Work instruction:
Please return the lines of the data below, word for word, from the first line through the line containing "display:grid; place-content:center; width:52px;".
= = = = =
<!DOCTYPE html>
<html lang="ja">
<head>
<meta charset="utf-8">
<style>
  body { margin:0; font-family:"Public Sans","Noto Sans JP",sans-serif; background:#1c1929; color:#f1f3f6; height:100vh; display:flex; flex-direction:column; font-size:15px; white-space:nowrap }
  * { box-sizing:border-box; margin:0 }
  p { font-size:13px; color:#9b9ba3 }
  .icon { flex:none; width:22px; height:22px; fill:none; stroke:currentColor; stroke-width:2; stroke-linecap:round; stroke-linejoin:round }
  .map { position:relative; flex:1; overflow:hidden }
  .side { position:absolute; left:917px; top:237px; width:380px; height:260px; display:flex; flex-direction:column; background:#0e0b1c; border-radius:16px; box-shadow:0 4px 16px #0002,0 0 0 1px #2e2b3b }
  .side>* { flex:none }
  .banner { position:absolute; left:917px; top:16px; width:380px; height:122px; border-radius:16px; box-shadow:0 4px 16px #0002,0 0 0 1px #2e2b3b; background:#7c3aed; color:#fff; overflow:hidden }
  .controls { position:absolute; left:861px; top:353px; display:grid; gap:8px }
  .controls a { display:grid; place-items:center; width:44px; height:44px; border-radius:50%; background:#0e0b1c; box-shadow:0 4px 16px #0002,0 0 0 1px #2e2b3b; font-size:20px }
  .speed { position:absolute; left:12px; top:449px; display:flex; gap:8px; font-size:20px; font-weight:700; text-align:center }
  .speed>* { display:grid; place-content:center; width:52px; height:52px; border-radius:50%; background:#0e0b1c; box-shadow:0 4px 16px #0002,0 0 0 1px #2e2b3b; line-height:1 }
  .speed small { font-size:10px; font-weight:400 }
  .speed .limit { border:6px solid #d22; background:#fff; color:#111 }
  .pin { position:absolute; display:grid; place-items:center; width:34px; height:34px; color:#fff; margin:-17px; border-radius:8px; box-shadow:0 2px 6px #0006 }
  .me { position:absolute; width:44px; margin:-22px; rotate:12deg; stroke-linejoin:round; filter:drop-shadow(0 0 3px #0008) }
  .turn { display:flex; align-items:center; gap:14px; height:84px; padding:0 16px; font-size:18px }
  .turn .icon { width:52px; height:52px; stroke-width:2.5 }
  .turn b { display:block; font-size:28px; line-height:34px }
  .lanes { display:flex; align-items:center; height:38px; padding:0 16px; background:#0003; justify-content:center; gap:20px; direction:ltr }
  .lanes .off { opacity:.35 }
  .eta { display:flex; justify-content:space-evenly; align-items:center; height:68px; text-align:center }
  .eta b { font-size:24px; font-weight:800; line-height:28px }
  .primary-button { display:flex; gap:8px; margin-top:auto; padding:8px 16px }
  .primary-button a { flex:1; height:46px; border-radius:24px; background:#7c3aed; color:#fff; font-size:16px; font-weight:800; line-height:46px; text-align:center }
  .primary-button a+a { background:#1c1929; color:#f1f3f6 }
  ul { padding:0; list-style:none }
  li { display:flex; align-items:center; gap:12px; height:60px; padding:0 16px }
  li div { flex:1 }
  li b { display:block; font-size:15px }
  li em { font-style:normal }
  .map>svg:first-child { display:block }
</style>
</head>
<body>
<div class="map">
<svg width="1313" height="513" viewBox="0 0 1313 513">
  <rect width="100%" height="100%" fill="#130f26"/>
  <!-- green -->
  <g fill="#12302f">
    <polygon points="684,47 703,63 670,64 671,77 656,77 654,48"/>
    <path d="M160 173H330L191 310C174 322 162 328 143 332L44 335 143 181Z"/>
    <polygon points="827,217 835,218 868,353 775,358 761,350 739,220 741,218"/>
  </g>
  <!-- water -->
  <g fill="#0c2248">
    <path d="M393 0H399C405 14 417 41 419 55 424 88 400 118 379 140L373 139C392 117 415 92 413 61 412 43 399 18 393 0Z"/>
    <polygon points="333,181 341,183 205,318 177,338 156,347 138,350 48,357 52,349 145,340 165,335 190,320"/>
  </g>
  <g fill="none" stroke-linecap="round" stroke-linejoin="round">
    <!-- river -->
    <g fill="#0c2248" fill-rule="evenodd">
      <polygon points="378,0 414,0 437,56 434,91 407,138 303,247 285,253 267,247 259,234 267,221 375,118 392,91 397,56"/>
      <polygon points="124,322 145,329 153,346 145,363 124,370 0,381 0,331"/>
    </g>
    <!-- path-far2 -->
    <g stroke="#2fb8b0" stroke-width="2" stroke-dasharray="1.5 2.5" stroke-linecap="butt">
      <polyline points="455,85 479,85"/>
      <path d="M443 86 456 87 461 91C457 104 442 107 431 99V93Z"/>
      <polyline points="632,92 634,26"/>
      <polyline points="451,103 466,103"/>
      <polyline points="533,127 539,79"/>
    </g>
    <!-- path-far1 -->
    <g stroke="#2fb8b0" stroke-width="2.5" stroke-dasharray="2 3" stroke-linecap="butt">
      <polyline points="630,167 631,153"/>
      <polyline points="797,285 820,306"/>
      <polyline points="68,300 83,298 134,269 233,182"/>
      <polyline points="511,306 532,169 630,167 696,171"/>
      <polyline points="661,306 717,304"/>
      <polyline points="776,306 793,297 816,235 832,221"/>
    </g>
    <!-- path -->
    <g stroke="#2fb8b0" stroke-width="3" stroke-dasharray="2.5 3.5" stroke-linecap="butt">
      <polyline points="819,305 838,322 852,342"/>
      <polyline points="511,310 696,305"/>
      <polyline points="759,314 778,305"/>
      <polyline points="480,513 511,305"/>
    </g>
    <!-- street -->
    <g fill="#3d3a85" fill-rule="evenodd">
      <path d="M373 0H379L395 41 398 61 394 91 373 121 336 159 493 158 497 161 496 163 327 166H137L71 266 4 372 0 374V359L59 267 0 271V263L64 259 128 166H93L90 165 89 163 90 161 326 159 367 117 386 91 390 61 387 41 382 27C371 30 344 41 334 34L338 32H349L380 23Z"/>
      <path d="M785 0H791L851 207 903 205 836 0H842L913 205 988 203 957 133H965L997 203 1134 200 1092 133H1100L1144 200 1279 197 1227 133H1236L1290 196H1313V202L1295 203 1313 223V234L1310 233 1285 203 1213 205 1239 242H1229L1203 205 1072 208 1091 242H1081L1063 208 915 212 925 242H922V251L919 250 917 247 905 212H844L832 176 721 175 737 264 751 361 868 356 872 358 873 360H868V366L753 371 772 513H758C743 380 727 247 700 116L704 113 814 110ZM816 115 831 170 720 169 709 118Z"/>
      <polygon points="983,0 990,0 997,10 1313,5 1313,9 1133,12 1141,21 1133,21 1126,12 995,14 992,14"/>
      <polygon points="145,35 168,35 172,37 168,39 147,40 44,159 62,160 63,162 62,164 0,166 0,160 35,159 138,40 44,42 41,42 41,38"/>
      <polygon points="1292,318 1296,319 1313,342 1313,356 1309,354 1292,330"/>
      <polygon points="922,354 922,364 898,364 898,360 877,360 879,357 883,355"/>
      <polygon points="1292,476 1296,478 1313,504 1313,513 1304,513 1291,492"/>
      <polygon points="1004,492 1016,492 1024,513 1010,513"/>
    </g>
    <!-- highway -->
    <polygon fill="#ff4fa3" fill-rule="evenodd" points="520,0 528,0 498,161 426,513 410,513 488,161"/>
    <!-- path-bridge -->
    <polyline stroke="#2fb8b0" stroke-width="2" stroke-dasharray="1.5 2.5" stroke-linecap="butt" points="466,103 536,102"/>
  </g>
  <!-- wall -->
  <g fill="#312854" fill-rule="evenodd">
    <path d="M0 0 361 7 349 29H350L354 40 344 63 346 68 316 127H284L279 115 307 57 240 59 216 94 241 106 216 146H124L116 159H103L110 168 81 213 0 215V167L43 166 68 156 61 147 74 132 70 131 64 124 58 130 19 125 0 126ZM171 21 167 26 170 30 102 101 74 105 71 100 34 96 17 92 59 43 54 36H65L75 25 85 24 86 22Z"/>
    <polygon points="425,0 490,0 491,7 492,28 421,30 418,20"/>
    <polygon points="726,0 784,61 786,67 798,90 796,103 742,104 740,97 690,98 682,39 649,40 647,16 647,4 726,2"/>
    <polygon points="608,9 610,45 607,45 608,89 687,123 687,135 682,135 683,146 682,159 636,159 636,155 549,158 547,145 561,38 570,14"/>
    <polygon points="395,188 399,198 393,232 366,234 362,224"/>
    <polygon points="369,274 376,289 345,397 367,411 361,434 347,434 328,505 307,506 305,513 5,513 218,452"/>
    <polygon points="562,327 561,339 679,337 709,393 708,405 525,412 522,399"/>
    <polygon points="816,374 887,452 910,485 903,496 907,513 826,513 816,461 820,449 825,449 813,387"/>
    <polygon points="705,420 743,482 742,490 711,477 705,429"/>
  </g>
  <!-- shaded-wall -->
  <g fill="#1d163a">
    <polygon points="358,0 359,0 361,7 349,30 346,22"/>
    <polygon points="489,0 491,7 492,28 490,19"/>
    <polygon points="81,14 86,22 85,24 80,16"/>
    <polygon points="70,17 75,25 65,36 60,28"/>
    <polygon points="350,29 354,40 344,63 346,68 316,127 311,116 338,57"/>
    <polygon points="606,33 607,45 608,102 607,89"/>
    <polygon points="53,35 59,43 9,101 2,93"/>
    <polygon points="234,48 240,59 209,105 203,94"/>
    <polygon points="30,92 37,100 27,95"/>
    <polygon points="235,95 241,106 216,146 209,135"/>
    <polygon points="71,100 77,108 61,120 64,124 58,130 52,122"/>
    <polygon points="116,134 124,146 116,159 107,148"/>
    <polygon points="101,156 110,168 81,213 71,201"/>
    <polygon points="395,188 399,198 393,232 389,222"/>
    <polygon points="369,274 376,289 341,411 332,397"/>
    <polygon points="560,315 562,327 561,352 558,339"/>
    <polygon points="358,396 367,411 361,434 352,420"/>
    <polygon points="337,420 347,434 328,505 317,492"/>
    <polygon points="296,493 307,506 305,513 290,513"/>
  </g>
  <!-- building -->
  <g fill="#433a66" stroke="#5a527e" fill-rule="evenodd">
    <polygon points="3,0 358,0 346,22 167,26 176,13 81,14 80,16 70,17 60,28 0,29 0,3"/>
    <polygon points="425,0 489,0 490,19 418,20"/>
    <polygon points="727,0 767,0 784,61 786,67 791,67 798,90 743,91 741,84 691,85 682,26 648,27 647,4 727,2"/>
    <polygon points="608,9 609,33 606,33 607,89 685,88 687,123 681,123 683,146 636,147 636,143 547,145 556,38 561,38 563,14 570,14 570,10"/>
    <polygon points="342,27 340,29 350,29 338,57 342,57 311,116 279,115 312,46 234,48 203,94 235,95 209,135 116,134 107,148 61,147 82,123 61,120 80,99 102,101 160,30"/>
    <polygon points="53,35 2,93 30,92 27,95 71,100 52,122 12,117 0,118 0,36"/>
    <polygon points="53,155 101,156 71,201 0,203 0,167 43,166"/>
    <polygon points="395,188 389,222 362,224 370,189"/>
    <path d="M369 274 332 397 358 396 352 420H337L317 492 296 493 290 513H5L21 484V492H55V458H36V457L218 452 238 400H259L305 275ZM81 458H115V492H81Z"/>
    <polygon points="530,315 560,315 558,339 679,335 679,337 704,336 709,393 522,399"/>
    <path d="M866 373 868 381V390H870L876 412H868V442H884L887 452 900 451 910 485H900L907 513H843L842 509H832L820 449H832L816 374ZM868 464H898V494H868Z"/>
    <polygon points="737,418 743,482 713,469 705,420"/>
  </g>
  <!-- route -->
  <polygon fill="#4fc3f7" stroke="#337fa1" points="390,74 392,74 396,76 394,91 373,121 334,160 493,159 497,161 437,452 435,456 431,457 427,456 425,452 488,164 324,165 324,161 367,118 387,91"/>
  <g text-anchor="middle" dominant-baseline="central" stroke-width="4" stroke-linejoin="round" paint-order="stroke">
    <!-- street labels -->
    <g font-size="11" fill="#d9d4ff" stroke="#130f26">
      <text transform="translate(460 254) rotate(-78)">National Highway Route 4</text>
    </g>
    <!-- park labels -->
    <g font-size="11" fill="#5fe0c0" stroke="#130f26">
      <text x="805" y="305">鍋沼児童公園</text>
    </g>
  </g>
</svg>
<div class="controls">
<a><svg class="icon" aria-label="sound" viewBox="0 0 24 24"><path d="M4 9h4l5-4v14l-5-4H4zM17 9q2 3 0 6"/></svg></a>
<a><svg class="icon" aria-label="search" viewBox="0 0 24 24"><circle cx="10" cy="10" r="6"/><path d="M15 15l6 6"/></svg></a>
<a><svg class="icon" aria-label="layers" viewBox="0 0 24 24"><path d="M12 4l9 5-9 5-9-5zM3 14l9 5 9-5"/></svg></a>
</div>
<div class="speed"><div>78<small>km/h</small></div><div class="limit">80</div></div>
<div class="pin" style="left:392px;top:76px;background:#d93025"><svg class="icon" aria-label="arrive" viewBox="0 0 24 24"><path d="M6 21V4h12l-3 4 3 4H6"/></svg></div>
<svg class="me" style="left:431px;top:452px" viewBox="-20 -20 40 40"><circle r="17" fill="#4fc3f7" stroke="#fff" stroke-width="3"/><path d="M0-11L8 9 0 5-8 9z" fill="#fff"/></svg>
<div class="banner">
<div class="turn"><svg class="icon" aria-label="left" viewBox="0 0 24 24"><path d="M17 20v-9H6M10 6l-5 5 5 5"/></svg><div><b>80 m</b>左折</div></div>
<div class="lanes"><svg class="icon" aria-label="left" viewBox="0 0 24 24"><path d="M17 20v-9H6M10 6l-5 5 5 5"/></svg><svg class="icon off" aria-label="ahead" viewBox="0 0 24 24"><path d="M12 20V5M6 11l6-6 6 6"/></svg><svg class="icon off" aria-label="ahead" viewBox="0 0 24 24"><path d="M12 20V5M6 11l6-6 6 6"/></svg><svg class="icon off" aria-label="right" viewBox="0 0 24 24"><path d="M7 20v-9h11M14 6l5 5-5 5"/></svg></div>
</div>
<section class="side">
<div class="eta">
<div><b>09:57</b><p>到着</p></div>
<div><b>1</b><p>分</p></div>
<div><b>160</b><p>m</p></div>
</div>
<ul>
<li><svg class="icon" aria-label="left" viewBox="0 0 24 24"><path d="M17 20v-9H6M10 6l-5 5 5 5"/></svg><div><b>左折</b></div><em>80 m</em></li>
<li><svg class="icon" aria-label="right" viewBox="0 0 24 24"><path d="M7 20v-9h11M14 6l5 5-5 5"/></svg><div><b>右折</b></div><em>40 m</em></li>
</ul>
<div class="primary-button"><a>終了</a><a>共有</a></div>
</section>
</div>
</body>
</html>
= = = = =
Output of the task:
<!DOCTYPE html>
<html lang="ja">
<head>
<meta charset="utf-8">
<style>
  body { margin:0; font-family:"Public Sans","Noto Sans JP",sans-serif; background:#1c1929; color:#f1f3f6; height:100vh; display:flex; flex-direction:column; font-size:15px; white-space:nowrap }
  * { box-sizing:border-box; margin:0 }
  p { font-size:13px; color:#9b9ba3 }
  .icon { flex:none; width:22px; height:22px; fill:none; stroke:currentColor; stroke-width:2; stroke-linecap:round; stroke-linejoin:round }
  .map { position:relative; flex:1; overflow:hidden }
  .side { position:absolute; left:917px; top:237px; width:380px; height:260px; display:flex; flex-direction:column; background:#0e0b1c; border-radius:16px; box-shadow:0 4px 16px #0002,0 0 0 1px #2e2b3b }
  .side>* { flex:none }
  .banner { position:absolute; left:917px; top:16px; width:380px; height:122px; border-radius:16px; box-shadow:0 4px 16px #0002,0 0 0 1px #2e2b3b; background:#7c3aed; color:#fff; overflow:hidden }
  .controls { position:absolute; left:861px; top:353px; display:grid; gap:8px }
  .controls a { display:grid; place-items:center; width:44px; height:44px; border-radius:50%; background:#0e0b1c; box-shadow:0 4px 16px #0002,0 0 0 1px #2e2b3b; font-size:20px }
  .speed { position:absolute; left:12px; top:449px; display:flex; gap:8px; font-size:20px; font-weight:700; text-align:center }
  .speed>* { display:grid; place-content:center; width:52px; height:52px; border-radius:50%; background:#0e0b1c; box-shadow:0 4px 16px #0002,0 0 0 1px #2e2b3b; line-height:1 }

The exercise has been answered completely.